Police - Médias sociaux - Faux profils - Utilisation - Cadre légal - Plaintes de citoyens - Statistiques et tendances

police
médias sociaux
Internet
usurpation d'identité

Chronologie

4/6/2021Envoi question (Fin du délai de réponse: 8/7/2021)
8/7/2021Réponse

Aussi posée à : question écrite 7-1260

Question n° 7-1261 du 4 juin 2021 : (Question posée en néerlandais)

Aux Pays-Bas, la police nationale veut mieux réglementer le recours aux faux comptes dont l'utilisation suscite des critiques. Des agents se servent de ces faux profils afin de surveiller discrètement les activités sur les réseaux sociaux. En s'infiltrant de la sorte dans des milieux extrémistes ou dans certains cercles activistes, ils espèrent pouvoir intervenir avant que des délits soient commis (cf. https://www.nrc.nl/nieuws/2021/05/27/kritiek-op-inzet-nepaccounts-door-politie-a4045203).

Facebook interdit l'utilisation de tels faux profils, tant sur Facebook que sur Instagram (également détenu par Facebook). La société a lancé une enquête sur l'utilisation de faux profils par la police néerlandaise.

La société préférerait que la police ne procède pas de cette manière. C'est pourquoi elle supprime tous les faux comptes qu'elle découvre, qu'ils aient été créés par les agents de la police ou pas. Aux États-Unis, les faux comptes de la police ont, pour la même raison, déjà été supprimés à plusieurs reprises. Selon un porte-parole, on agit aussi énergiquement contre les faux profils créés par la police néerlandaise sur Facebook et Instagram.

Ce que la police néerlandaise est précisément autorisée à faire avec un faux compte n'est pas déterminé en détail dans la loi. Elle peut ainsi s'introduire sous un faux nom dans des groupes fermés tant que cela ne constitue pas une infraction «plus que minime» au respect de la vie privée. On ne sait toutefois pas précisément où se situe la limite.

Cela a un effet secondaire indésirable : les agents peuvent, grâce à ces faux comptes, espionner également des citoyens qui ne sont soupçonnés d'aucun délit.

Pour les juges néerlandais, il est difficile de contrôler la légalité du travail policier dans les médias sociaux car le parquet néerlandais choisit parfois sciemment de ne pas inclure l'utilisation de faux profils dans les dossiers pénaux. Selon le ministère public néerlandais, cette décision est parfois indispensable car divulguer les méthodes de recherche serait faire le jeu des criminels.

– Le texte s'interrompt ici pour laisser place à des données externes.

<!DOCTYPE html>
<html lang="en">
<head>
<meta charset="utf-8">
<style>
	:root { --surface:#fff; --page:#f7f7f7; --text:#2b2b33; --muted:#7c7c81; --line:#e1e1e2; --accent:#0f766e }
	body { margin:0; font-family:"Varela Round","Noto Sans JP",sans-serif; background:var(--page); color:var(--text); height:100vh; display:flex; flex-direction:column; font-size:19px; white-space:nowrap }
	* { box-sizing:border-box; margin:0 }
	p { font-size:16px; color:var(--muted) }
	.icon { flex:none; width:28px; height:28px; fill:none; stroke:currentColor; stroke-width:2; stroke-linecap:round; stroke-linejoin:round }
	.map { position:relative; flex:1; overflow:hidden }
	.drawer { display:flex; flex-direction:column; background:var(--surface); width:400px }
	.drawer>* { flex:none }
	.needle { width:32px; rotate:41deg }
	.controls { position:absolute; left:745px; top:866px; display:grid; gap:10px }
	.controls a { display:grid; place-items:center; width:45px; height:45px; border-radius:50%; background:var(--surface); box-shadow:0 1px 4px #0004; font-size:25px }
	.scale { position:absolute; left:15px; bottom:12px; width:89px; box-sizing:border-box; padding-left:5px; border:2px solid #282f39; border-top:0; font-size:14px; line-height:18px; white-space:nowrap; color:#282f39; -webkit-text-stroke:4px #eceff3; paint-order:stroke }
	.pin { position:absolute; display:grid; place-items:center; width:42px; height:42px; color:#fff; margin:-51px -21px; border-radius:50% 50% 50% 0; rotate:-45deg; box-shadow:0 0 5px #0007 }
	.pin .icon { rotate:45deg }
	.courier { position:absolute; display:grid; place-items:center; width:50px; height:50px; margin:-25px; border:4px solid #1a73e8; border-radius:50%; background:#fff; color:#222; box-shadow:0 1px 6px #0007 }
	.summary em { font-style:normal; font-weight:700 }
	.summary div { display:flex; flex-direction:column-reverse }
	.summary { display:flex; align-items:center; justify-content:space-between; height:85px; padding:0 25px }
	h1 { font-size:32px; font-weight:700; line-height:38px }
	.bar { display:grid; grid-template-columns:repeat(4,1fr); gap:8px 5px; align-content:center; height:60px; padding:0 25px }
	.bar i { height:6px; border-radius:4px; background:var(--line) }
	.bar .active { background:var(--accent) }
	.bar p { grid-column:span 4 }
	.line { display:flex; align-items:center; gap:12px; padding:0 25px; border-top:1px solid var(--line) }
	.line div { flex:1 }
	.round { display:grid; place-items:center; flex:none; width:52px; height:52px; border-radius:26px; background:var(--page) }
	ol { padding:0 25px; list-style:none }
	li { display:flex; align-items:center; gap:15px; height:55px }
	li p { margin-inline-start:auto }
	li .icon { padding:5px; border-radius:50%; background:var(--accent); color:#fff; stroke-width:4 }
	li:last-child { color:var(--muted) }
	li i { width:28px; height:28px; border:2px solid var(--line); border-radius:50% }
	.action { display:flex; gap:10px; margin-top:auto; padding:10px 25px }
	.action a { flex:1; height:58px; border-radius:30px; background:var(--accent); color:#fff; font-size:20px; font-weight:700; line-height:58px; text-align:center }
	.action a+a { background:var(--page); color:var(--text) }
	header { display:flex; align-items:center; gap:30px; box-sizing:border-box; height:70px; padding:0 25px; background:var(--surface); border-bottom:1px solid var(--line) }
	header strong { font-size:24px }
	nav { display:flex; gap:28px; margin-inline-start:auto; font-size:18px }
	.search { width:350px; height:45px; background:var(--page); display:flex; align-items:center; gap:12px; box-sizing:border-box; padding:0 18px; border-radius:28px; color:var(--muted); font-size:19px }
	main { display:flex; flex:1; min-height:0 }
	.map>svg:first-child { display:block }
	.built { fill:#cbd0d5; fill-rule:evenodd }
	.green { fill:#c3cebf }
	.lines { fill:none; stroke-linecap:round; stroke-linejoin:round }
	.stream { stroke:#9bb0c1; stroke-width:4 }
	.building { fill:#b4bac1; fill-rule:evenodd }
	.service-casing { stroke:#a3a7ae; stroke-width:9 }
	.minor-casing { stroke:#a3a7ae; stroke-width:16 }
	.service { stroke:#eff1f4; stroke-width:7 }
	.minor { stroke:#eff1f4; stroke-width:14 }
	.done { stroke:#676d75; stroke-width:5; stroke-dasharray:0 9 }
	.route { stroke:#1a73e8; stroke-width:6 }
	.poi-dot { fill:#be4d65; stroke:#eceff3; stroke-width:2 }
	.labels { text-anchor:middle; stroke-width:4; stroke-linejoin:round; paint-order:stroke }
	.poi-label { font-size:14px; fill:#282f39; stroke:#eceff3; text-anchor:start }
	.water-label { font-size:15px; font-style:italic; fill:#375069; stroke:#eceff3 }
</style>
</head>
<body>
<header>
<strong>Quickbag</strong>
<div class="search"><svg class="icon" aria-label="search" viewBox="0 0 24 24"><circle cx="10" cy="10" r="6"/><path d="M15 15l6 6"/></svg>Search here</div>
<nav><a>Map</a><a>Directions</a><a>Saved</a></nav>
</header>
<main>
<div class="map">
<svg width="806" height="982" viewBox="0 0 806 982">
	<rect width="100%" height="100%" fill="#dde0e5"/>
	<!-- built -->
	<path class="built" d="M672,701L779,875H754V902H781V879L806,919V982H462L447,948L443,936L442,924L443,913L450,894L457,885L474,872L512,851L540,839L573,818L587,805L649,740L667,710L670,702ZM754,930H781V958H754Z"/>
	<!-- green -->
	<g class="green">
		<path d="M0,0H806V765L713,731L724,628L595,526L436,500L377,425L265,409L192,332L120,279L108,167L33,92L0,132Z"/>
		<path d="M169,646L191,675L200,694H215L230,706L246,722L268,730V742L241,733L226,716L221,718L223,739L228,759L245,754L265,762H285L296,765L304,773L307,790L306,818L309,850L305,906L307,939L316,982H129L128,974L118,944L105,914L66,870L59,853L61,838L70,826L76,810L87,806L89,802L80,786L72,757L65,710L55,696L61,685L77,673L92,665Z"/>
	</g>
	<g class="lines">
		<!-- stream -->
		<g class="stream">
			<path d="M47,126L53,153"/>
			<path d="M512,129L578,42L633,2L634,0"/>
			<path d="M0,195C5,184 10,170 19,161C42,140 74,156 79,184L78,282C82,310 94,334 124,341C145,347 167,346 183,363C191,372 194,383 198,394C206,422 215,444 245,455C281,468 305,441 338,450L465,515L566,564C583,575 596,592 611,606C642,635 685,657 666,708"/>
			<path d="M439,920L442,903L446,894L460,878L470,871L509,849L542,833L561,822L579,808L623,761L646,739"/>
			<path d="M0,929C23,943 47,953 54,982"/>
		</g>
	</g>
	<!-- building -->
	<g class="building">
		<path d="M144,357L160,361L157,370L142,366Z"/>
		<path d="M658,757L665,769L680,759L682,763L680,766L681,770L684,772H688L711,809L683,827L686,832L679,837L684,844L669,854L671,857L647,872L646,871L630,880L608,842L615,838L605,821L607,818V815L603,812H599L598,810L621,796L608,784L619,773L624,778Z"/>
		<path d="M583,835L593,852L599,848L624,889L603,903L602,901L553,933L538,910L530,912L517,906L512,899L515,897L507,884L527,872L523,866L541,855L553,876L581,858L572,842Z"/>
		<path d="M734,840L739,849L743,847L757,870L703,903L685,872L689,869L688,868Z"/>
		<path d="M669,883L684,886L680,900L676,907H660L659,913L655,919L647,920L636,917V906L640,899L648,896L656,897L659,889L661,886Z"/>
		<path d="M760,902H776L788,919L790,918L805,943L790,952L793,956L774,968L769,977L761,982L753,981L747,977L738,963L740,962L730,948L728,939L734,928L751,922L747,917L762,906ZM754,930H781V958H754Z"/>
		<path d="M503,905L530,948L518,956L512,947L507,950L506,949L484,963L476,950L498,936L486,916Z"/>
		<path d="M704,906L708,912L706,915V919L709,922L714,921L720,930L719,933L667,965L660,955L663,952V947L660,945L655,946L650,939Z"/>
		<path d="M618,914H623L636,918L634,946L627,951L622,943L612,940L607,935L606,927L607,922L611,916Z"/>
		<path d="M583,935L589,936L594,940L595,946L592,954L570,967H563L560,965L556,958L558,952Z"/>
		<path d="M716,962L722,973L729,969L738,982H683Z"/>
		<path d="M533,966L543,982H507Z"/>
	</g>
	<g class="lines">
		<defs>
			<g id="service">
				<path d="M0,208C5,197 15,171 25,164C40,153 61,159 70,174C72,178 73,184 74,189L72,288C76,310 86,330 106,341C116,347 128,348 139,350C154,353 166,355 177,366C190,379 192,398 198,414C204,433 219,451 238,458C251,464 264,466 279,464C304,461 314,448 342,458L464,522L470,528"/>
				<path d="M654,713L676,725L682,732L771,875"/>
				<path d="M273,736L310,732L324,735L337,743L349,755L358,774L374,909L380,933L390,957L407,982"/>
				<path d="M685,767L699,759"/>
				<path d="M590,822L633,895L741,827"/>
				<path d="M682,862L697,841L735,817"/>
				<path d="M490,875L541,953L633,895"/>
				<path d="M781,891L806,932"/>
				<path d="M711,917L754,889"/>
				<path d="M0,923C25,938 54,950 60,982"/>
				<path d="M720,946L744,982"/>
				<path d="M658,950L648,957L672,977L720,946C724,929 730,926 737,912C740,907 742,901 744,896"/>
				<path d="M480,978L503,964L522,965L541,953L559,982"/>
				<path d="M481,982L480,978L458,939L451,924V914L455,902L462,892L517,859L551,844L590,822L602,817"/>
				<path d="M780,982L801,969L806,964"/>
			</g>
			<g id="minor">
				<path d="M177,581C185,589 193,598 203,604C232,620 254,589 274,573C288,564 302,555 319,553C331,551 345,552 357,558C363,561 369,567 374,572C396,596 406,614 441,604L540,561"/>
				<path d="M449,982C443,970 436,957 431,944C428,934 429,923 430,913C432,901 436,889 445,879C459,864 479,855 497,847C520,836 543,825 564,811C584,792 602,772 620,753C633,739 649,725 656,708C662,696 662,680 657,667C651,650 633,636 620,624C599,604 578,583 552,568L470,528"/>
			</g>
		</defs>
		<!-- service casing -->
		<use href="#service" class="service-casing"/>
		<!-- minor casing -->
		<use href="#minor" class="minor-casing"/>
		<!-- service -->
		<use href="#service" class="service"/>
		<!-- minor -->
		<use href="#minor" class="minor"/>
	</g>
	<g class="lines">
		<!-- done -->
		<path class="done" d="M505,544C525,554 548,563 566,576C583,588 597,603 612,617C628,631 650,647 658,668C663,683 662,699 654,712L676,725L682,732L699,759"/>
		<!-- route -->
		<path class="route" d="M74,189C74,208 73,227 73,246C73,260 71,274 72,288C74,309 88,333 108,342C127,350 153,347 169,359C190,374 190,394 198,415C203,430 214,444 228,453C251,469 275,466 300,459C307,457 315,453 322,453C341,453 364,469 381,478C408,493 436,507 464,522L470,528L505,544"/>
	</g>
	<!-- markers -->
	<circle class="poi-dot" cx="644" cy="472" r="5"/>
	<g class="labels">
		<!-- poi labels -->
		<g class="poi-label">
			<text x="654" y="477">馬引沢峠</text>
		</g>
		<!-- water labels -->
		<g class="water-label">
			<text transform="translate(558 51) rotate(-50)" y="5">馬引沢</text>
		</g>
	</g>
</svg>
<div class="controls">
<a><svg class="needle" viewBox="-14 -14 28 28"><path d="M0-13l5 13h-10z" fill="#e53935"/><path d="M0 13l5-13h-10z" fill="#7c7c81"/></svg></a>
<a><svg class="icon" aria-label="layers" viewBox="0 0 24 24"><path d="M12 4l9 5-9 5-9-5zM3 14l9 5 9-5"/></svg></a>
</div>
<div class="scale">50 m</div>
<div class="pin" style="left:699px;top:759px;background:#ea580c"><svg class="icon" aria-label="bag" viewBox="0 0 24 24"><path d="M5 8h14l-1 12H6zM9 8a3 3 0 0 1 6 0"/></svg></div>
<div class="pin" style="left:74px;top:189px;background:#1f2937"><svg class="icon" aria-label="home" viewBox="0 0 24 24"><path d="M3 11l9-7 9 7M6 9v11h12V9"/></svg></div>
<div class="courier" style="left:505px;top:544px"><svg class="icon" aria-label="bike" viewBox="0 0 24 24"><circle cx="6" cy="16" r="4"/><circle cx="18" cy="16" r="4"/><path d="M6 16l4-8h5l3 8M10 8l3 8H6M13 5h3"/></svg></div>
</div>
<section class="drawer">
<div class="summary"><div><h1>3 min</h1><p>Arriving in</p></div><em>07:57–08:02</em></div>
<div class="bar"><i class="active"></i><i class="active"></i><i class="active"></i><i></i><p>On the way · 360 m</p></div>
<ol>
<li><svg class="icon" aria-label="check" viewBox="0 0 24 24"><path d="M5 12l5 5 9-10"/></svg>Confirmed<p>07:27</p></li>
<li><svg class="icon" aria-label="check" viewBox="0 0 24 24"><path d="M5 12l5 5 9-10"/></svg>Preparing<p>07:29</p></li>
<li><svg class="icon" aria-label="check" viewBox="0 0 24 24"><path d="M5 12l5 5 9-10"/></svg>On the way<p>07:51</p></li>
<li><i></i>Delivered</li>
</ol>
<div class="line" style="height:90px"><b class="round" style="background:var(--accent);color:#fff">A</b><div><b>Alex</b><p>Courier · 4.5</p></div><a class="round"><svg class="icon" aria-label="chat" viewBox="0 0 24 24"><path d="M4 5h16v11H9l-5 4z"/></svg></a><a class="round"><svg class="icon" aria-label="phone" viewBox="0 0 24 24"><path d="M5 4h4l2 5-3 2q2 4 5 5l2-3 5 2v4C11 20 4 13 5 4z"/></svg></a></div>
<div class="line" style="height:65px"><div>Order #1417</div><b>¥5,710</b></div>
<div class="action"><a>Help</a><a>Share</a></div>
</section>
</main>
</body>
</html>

Afin de délimiter plus précisément cette zone grise et de mieux définir ce qui est permis et non permis avec un faux profil, on a déjà commencé, aux Pays-Bas, à évaluer une législation adaptée en la matière (cf. https://www.nrc.nl/nieuws/2021/05/27/infiltreren in een online buurtfeest a4045202). Le nouveau Code d'instruction criminelle qui mentionne entre autres explicitement dans un exposé des motifs le droit qu'a la police de créer de faux comptes, est actuellement soumis pour avis au Conseil d'État.

En ce qui concerne le caractère transversal de la question : les différents gouvernements et maillons de la chaîne de sécurité se sont accordés sur les phénomènes qui doivent être traités en priorité au cours des quatre prochaines années. Ceux-ci sont définis dans la Note-cadre de sécurité intégrale et dans le Plan national de sécurité pour la période 2016-2019 et ont fait l'objet d'un débat lors d'une conférence interministérielle à laquelle les acteurs de la police et de la justice ont également participé. Cette question concerne dès lors une compétence régionale transversale, les Régions intervenant surtout dans le volet préventif.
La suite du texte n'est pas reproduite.